Fanfiction: I Know is Forever - Capítulo 19



      — Você esta pedindo para eu te beijar? – perguntou, me provocando.
      — Sim, eu estou! — gritei, assustando a todos, inclusive o padre, e colocando um lindo sorriso no rosto do meu noivo. Quando estávamos quase nos beijando, ele sussurrou:
      — Eu disse que você ainda me pediria — sorriu travesso e me beijou. E que beijo! Paramos quando ouvimos os aplausos. Saí do meu devaneio com a voz do padre.
      — Assinem aqui, por favor — pediu o padre, mostrando o livro de assinatura e erguendo a caneta para nós.
      — Pode ir primeiro, Sra. Somerhalder — olhei para Ian com expressão séria pelo seu tom de ironia.

      — Com todo prazer — assinei pela primeira vez com o meu novo sobrenome. Terminamos de assinar e então foi a vez dos padrinhos.
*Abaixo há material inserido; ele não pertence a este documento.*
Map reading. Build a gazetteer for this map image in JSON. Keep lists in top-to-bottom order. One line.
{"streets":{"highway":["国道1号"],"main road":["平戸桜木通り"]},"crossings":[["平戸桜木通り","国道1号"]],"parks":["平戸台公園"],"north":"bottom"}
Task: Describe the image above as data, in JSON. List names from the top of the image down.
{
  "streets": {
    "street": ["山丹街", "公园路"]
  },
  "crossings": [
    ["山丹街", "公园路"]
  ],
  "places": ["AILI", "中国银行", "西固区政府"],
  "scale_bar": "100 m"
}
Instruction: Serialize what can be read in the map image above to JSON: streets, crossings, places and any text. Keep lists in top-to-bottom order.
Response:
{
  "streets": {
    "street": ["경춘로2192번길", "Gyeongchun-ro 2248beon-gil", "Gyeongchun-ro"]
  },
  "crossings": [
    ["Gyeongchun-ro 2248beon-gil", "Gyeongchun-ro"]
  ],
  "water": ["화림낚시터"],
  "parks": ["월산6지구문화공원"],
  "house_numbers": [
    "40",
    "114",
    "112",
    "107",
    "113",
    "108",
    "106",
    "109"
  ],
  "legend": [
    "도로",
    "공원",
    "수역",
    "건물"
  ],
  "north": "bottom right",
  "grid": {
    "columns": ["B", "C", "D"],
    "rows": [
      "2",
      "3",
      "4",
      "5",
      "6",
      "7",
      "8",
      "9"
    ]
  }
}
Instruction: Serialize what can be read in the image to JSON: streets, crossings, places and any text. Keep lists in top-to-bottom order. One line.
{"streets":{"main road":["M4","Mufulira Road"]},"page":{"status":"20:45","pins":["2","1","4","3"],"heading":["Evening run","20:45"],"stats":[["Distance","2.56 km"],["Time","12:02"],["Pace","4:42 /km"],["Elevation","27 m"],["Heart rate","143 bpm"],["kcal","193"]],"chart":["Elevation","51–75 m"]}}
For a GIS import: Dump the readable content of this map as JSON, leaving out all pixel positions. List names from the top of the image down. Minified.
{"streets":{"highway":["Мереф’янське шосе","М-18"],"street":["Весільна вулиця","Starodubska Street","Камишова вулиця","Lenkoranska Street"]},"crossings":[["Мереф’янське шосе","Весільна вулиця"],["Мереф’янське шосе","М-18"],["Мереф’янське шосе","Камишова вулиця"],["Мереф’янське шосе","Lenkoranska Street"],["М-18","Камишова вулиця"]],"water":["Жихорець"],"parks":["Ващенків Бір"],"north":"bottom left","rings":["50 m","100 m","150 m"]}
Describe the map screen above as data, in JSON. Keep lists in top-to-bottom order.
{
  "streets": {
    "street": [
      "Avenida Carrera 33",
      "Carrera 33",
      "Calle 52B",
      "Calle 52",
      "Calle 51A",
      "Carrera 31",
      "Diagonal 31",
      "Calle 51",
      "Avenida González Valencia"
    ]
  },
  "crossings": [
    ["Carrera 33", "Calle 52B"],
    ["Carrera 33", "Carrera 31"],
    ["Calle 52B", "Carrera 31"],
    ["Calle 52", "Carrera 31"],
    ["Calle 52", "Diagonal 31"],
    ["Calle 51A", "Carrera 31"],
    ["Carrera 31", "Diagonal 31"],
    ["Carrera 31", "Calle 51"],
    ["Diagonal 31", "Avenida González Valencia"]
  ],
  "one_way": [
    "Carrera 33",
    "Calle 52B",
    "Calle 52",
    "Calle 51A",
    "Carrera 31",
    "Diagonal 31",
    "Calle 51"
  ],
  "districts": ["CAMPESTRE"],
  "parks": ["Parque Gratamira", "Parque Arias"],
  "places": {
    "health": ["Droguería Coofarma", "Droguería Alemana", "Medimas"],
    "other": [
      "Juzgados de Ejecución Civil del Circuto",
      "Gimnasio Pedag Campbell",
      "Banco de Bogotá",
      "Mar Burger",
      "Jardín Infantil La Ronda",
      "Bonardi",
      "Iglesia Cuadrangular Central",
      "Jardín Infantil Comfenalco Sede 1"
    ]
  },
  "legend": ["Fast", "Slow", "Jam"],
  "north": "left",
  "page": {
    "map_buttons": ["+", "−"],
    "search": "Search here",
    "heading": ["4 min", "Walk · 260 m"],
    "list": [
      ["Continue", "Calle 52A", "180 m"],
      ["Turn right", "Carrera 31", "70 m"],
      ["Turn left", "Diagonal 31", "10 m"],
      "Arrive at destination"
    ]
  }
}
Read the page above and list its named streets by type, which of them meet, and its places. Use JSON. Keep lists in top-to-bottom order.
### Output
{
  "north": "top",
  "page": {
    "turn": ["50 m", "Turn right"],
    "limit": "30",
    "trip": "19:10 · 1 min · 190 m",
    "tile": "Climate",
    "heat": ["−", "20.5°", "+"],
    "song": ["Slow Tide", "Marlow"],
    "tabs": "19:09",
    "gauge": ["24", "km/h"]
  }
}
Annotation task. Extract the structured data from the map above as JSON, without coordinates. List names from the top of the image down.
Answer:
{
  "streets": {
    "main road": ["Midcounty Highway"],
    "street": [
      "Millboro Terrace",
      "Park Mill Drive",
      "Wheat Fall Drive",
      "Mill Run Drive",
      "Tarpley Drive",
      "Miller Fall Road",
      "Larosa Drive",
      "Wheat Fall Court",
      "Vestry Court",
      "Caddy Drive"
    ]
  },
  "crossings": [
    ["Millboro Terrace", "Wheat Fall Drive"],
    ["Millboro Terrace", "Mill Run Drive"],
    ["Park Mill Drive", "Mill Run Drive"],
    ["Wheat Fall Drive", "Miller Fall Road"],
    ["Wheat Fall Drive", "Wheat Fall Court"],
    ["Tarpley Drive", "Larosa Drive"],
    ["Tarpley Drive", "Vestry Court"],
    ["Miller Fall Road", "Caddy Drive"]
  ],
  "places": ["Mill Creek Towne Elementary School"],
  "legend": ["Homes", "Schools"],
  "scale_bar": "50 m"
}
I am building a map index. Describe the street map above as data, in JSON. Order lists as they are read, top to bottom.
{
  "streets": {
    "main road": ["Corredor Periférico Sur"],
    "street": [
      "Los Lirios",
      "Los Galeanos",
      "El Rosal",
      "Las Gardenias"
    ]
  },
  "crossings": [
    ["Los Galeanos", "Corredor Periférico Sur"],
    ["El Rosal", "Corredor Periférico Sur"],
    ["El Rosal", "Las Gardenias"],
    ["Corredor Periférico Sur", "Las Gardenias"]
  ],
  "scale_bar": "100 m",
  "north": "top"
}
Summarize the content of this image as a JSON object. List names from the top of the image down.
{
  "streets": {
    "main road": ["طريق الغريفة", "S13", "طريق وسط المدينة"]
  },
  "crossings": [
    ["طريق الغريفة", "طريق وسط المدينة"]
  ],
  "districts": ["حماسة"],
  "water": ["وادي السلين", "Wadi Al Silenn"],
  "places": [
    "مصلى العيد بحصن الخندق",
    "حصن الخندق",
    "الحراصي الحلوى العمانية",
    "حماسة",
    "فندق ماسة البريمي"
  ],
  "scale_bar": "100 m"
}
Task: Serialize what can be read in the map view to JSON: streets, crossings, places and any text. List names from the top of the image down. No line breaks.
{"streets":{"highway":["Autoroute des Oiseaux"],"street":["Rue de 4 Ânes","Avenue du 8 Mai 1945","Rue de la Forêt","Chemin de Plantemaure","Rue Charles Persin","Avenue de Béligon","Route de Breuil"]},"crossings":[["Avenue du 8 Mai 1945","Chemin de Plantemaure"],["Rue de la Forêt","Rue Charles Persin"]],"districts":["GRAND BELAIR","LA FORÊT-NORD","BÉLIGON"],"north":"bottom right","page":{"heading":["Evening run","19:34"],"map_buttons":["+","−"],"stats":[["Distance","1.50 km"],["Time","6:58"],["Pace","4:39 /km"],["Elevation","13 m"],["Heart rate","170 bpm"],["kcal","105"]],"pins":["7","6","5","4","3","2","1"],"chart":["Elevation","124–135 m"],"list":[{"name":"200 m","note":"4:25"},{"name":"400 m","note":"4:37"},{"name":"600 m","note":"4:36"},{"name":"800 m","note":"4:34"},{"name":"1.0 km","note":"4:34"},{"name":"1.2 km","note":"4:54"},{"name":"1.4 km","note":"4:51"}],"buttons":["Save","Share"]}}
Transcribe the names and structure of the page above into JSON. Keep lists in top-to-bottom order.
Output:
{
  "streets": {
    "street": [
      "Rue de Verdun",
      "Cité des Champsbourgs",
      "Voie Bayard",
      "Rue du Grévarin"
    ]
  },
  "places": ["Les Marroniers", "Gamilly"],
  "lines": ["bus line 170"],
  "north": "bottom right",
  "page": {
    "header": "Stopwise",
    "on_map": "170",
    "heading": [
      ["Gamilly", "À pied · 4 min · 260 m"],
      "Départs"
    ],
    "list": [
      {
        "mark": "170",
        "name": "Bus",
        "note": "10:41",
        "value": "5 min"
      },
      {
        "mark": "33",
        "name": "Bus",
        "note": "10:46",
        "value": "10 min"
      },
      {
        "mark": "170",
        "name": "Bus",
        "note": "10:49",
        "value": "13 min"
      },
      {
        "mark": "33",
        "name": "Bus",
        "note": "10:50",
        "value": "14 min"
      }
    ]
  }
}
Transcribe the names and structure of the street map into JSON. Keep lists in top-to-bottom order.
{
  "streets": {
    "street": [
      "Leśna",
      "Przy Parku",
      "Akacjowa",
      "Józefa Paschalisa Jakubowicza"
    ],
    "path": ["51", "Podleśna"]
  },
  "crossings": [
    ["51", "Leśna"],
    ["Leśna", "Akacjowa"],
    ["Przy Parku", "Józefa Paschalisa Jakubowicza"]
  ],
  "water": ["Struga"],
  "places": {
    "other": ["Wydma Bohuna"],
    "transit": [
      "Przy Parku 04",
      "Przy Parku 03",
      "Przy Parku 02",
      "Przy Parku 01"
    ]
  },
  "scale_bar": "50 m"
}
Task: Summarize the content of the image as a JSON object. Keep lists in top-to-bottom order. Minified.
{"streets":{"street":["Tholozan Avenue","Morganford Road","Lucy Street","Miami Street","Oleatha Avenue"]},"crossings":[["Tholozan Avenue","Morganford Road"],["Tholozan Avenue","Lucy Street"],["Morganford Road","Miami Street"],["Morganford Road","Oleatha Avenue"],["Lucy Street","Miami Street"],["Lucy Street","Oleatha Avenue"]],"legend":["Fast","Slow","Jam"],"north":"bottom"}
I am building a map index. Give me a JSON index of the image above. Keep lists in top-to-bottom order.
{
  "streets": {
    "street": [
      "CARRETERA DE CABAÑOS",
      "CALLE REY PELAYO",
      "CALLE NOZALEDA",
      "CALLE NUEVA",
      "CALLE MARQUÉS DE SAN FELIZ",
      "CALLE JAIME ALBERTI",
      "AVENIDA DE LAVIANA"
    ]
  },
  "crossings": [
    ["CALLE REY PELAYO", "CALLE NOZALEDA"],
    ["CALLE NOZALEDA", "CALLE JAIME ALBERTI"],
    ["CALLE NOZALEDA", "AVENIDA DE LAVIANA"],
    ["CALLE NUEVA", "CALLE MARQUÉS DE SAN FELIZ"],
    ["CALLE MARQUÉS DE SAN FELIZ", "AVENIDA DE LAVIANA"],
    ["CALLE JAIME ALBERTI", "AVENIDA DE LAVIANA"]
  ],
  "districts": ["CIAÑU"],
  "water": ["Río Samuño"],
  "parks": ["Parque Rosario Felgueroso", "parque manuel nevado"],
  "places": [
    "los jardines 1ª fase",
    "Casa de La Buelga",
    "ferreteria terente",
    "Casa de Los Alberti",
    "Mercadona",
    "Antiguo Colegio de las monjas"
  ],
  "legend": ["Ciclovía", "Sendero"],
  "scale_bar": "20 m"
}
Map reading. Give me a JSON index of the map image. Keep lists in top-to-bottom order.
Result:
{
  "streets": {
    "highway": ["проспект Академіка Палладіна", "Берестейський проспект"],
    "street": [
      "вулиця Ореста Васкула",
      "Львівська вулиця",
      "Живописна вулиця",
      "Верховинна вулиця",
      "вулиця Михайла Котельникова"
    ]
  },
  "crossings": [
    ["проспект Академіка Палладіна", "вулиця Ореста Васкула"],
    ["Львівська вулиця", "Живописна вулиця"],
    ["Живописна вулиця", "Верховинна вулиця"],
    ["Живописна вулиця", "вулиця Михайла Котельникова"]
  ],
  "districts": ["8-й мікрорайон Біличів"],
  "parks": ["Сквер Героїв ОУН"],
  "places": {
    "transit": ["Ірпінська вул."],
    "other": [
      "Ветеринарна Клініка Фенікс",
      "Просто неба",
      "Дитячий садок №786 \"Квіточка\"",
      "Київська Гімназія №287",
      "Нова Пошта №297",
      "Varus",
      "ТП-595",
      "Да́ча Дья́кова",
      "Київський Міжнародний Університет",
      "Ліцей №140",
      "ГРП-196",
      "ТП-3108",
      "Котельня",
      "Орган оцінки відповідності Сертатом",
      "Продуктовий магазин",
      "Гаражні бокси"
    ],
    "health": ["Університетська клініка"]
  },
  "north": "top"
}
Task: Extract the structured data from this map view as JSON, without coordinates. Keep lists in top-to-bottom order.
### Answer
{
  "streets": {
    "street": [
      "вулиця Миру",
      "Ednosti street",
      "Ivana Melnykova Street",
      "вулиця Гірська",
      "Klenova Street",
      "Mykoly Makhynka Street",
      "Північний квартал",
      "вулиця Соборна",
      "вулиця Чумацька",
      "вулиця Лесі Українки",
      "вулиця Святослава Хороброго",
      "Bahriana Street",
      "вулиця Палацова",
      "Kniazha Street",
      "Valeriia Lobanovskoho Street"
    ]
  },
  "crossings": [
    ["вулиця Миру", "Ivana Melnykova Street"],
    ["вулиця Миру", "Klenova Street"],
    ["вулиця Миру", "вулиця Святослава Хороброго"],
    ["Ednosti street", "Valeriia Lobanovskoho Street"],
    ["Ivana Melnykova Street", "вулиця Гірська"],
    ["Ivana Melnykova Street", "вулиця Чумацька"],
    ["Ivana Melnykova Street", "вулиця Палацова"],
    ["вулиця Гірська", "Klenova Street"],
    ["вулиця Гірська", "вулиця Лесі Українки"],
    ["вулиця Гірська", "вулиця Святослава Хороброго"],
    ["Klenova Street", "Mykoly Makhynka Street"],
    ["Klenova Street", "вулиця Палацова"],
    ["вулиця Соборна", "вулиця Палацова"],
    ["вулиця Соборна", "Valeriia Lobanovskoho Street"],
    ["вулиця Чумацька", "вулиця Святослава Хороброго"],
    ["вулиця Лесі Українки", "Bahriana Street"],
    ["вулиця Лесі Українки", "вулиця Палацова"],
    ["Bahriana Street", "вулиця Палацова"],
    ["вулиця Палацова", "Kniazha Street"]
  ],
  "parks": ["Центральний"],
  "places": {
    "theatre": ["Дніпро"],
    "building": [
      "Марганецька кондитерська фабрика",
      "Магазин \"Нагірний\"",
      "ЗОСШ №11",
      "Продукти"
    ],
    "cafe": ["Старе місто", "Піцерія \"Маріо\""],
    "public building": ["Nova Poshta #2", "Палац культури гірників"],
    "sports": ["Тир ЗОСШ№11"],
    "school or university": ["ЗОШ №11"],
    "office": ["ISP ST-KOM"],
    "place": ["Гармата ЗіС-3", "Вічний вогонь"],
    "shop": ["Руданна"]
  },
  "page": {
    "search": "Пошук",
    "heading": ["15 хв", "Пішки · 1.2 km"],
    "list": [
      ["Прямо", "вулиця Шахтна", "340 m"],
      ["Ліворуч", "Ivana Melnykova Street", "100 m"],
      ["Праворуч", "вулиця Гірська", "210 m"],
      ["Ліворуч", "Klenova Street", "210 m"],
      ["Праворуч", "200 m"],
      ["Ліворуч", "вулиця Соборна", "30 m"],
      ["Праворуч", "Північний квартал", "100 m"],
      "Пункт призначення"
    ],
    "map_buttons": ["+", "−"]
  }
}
Saímos pelo tapete vermelho com o tradicional banho de arroz.
      Andamos em direção à pequena recepção feita pela minha sogra. Era algo bem simples, mesmo a família Somerhalder tendo bastante dinheiro. Eles não gostavam de esbanjar. Ian é um homem muito rico, mas gosta das coisas básicas, sem chamar muita atenção. Não tenho motivos para reclamar.
      Quando chegamos ao salão havia várias pessoas nos parabenizando com “Meus parabéns”, “Parabéns”, “Felicidades”. Depois de vários comprimentos, Ian me levou para conhecer seus amigos.
      — Lily, esses são Marcos e Victor.
      — Prazer, linda — disse Marcos. — Como uma pessoa boa que sou, tenho que te dar umas dicas. Quando Ian te irritar é só dar uns tapas e rapidinho tudo estará resolvido.
      — Não ouça nada que eles dizem, querida — Ian envolveu minha cintura com o braço.
      — Vai dizer que é mentira? – perguntou Marcos.
      — Cada palavra.
      — Me sinto traído com a sua resposta — Vitor se pronunciou pela primeira vez.
      — Nem me fale — concordou Marcos.
      — Não fique perto deles Lily, é muita loucura — Theo se aproximou de nós.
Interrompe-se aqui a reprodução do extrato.